Activity: Nothing but the lines below from the first through the one with "filter:drop-shadow(2px 0 #84888e)" should appear, printed exactly; please leave pictures out.

:::

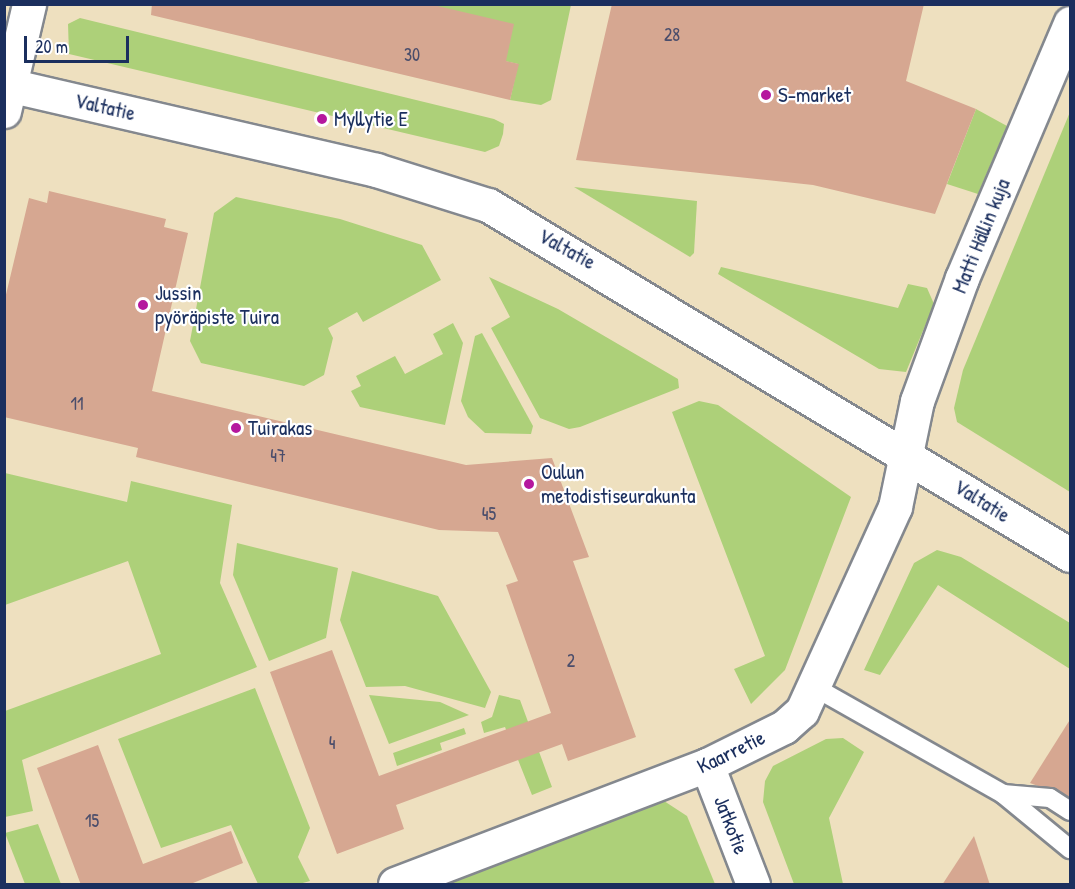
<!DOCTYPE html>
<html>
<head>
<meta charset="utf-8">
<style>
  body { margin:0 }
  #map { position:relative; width:1075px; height:889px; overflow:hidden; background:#eee0bf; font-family:"Patrick Hand",sans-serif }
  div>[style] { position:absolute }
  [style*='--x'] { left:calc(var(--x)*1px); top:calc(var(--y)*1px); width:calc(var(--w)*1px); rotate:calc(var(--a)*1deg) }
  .green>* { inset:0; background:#add079 }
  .building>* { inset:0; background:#d6a791 }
  .roads { filter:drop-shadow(2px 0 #84888e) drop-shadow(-2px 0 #84888e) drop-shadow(0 2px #84888e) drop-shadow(0 -2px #84888e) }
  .lane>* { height:18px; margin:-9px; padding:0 9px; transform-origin:9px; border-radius:9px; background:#fff }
  .street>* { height:33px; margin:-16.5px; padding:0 16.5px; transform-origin:16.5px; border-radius:16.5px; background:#fff }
  .secondary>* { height:33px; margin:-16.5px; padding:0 16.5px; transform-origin:16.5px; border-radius:16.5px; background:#fff }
  .dots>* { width:16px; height:16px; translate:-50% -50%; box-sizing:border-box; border:3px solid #fff; border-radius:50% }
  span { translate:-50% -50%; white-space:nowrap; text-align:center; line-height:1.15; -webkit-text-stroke:4.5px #fff; paint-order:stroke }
  .number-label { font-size:18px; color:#4a4d6b }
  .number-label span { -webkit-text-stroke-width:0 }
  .poi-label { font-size:21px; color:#1b2f5e }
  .left { translate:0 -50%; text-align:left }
  .street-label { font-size:21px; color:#1b2f5e }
  .frame { position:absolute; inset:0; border:6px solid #1b2f5e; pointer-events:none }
  .scale { position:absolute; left:24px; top:36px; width:105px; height:27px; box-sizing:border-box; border:3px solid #1b2f5e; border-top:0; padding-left:8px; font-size:18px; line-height:21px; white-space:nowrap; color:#1b2f5e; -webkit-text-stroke:4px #fff; paint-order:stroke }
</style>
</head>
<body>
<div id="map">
  <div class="green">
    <div style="clip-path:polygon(429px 5px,571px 5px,551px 100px,541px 105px,510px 100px,518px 64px,505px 61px)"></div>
    <div style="clip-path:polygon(80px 18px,494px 119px,504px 124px,503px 134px,499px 146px,485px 152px,69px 54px,68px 24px)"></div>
    <div style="clip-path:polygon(976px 109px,1007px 126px,978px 194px,947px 184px)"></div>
    <div style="clip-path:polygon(1070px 112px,1070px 492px,957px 422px,954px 408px,963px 370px)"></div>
    <div style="clip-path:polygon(574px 187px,697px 201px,694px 253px,690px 257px)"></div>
    <div style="clip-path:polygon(236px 197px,340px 219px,422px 245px,441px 280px,363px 322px,357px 312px,328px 328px,333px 338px,324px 375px,304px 386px,201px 363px,190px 341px,214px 213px)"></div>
    <div style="clip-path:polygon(721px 267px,898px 308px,908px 284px,927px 288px,934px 304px,906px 372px,879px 369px,718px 274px)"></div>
    <div style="clip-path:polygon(489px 277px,558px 309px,678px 379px,679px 388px,580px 427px,569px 429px,540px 418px,491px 328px,510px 317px)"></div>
    <div style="clip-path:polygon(453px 323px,463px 343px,445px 425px,360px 407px,351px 391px,361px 386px,356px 376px,395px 356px,405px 374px,443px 354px,433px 334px)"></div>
    <div style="clip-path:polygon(482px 333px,533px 426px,531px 434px,485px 433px,468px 417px,461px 401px,475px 336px)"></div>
    <div style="clip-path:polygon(699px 401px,718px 405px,851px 497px,785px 670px,751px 704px,734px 669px,765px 656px,672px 412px)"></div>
    <div style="clip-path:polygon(5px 473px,127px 502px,131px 481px,232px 505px,220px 583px,257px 667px,22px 760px,33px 811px,5px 817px,5px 711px,161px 654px,128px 561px,5px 605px)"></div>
    <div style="clip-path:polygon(237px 543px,338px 568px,326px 638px,269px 661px,233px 575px)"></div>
    <div style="clip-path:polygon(937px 550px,961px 557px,1070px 623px,1070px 669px,938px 585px,880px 675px,864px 670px,914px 563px)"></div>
    <div style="clip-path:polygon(352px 571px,438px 596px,491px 692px,485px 708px,405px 686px,366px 687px,340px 620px)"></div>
    <div style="clip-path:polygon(255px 688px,310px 828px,298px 857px,310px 881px,299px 884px,258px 884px,231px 825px,161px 848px,118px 739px)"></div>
    <div style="clip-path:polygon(369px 695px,440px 702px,469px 715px,389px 744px)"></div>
    <div style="clip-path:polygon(499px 695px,520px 700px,552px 787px,532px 795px,505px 727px,484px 733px,481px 722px,492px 717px)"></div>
    <div style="clip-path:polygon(464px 728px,466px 734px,440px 743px,442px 750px,397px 766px,393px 753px)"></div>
    <div style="clip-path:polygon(843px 738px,864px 752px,829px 818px,843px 884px,794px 884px,763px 802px,765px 781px,773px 766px,826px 739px)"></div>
    <div style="clip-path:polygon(664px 801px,687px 816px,715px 884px,447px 884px)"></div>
    <div style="clip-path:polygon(38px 824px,61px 884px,25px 884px,5px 833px)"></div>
  </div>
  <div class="building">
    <div style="clip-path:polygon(152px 4px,429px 4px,514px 24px,506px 61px,519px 64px,510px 100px,151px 15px)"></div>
    <div style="clip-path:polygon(612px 4px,924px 4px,906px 81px,976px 109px,935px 214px,813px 185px,576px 160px)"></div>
    <div style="clip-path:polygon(49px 191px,166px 219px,164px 227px,188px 233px,152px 391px,466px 465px,552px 458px,589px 557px,573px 561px,636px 737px,568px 761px,562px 744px,396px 805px,404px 829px,337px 854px,270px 672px,332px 650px,379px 776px,551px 713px,506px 585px,518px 581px,498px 532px,439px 530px,136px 457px,138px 448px,4px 417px,4px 303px,29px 198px,47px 203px)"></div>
    <div style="clip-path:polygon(1071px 718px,1071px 798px,1030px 783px)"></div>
    <div style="clip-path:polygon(98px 745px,143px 864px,231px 831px,243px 863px,188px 885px,81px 885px,37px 768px)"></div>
    <div style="clip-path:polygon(974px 836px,990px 885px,942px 885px)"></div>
  </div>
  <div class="roads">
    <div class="lane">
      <div style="--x:816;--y:688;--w:215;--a:29.5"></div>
      <div style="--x:1003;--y:794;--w:87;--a:39.4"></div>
      <div style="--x:1003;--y:794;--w:47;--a:4.9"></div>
      <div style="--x:1050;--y:798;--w:24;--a:33"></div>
    </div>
    <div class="street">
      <div style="--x:4;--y:111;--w:110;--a:-76.8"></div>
      <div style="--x:707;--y:765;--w:128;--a:68.9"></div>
      <div style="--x:395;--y:884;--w:334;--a:-20.9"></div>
      <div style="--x:707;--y:765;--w:86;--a:-26.3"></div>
      <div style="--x:784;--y:727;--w:24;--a:-42"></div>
      <div style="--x:802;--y:711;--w:224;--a:-65.5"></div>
      <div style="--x:895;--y:507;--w:108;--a:-78.3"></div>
      <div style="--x:917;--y:401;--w:131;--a:-69.9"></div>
      <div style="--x:962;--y:278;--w:277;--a:-67"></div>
    </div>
    <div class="secondary">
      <div style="--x:4;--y:84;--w:382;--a:13"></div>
      <div style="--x:376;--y:170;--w:117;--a:17.4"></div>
      <div style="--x:488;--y:205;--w:679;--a:31.02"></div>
    </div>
  </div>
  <div class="dots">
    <div style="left:766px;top:95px;background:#b5179e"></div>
    <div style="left:322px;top:119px;background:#b5179e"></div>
    <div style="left:143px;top:305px;background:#b5179e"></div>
    <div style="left:236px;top:428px;background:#b5179e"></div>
    <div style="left:529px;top:484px;background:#b5179e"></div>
  </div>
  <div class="number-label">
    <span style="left:672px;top:35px">28</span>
    <span style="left:412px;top:55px">30</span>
    <span style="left:77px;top:404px">11</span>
    <span style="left:278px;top:456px">47</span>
    <span style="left:489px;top:514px">45</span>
    <span style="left:571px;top:661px">2</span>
    <span style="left:332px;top:743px">4</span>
    <span style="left:92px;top:821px">15</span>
  </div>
  <div class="poi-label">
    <span class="left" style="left:778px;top:95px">S-market</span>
    <span class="left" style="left:334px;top:119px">Myllytie E</span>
    <span class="left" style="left:155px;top:305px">Jussin<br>pyöräpiste Tuira</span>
    <span class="left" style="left:248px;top:428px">Tuirakas</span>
    <span class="left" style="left:541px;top:484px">Oulun<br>metodistiseurakunta</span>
  </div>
  <div class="street-label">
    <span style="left:105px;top:107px;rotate:13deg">Valtatie</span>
    <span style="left:981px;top:236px;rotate:-68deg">Matti Hällin kuja</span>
    <span style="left:567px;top:249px;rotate:29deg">Valtatie</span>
    <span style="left:982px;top:501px;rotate:32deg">Valtatie</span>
    <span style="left:731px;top:752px;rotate:-26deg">Kaarretie</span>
    <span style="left:731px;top:825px;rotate:69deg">Jatkotie</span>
  </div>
  <div class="frame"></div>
  <div class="scale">20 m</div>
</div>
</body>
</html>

:::

Exercise answer:
<!DOCTYPE html>
<html>
<head>
<meta charset="utf-8">
<style>
  body { margin:0 }
  #map { position:relative; width:1075px; height:889px; overflow:hidden; background:#eee0bf; font-family:"Patrick Hand",sans-serif }
  div>[style] { position:absolute }
  [style*='--x'] { left:calc(var(--x)*1px); top:calc(var(--y)*1px); width:calc(var(--w)*1px); rotate:calc(var(--a)*1deg) }
  .green>* { inset:0; background:#add079 }
  .building>* { inset:0; background:#d6a791 }
  .roads { filter:drop-shadow(2px 0 #84888e) drop-shadow(-2px 0 #84888e) drop-shadow(0 2px #84888e) drop-shadow(0 -2px #84888e) }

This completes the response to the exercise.